Ever wondered how to describe a photo, a movie, or an interesting landmark to a blind person?
Unlike sighted guide, there is no “correct” way to describe things, but there are a few things you can do to make your descriptions resonate.
How to describe a photo to a blind person.
A good photo description captures the important aspects of a photo within a few short sentences. It should identify all the people in the photo and briefly describe where they are. If possible, mention what they’re wearing, their facial expressions, and/or their poses. For example, this blog post’s featured image description is: Jenna stands between two girls in a parking lot. Heidi, far left, wears a white t-shirt and grins toothily as her hair blows in the breeze. Jenna wears a green t-shirt and smiles happily, as she hunches forward a little to wrap an arm around Heidi. Sirena, far right, wears a white t-shirt with black butterflies and has one arm around Jenna. Of the three blind girls, she is the only one looking straight at the camera. Jenna’s eyes are mostly closed as she looks slightly down, and Heidi squints slightly up at the sky. At the bottom of the photo, a pair of golden eyes peer mournfully at the camera, as Heidi’s guide dog, Nile, attempts to inch his way into the photo.
Usually, the more detail the better is your motto for photo descriptions, but don’t feel bad if you don’t have time or are unsure how to work everything into a smooth synopsis. For instance, I could not find a way to include that Sirena is wearing sunglasses, that Jenna wears silver star earrings, or that trees are visible in the background. They say a picture is worth 1,000 words, but we’re not expecting you to write an essay.
Pro tip: make sure to refer to yourself in the third person. Don’t confuse the photo with first-person pronouns like I, me, or mine.
Landscape photos are often less complicated to describe. These descriptions are often much shorter as clouds don’t have facial expressions, and trees wear a limited supply of outfits. I don’t know if this is true of all blindies, or if it’s just a Jenna thing, but I personally appreciate detailed color descriptions. If you read my last post, you’ll know I remember what some colors look like. When people use vivid color descriptions such as coal black, onyx, funeral black, or midnight, I get such a clear visual of what you’re describing. Black takes on texture, shape, and emotion when such vivid thought is put into the description. I first noticed this while writing my book series and have been trying to incorporate this type of distinct wording into my photo descriptions on social media.
That brings me to another great point. Where to use photo descriptions…and how?
Instagram and WordPress have a box specifically for typing photo descriptions for screen readers. Simply type your description into the alt text box, and it’ll read your words out loud when we scroll to your photo. Without your description, your photo will read something like this: “photo may contain three people, people smiling, outside, and trees.” This is a good generated attempt but horribly lacking when compared to the hand-crafted description of this blog post’s featured image.

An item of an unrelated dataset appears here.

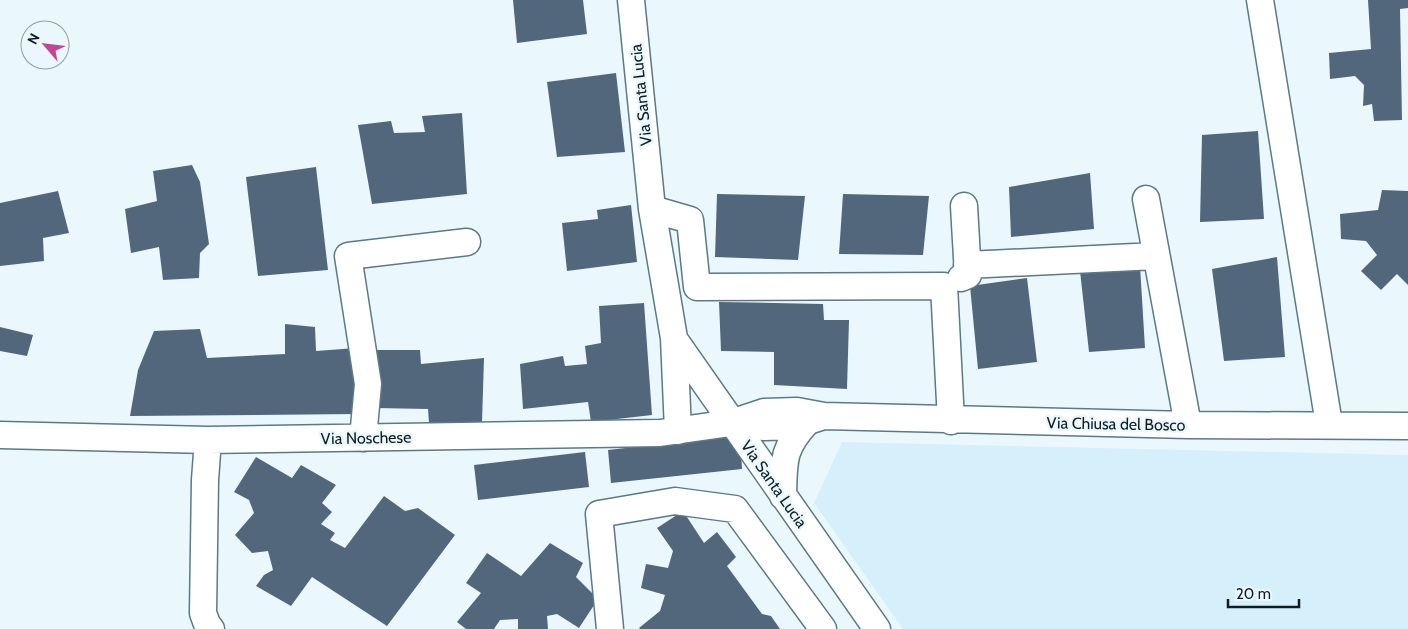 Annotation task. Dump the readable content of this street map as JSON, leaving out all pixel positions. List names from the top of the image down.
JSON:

A friend, the afore mentioned sighted guide master, recently discovered the alt text box on Instagram and went on a mission to write photo descriptions for her 300+ photos. Talk about a commitment to accessibility!
Until recently, facebook did not have the alt text feature, so photo descriptions just had to hang out within the post after the photo caption. But, now facebook has joined instagram on the accessability train and has added an alt text box of their own. Simply click on the photo, tap more, and edit the alt text box. You may have to click something that says override generated alt text, but don’t worry, that’s fine. Your exemplary compilation of awesome is much preferred over the automatically generated pd!
Blindies, if you can’t remember what a photo looks like or just want a bit more detail in your description, it’s often a good idea to get a sighted friend or an #Aira agent to describe it to you. You can still write out your own description, but having the sighted confirmation that your description is accurate is good practice. I, myself, have my awesome bestie/blog assistant find all my featured images and describe them to me before I write out the descriptions and add them to my posts. So big shout out to her, she’s awesome with detail and super great to spend the time helping.
How to describe a movie to a blind person.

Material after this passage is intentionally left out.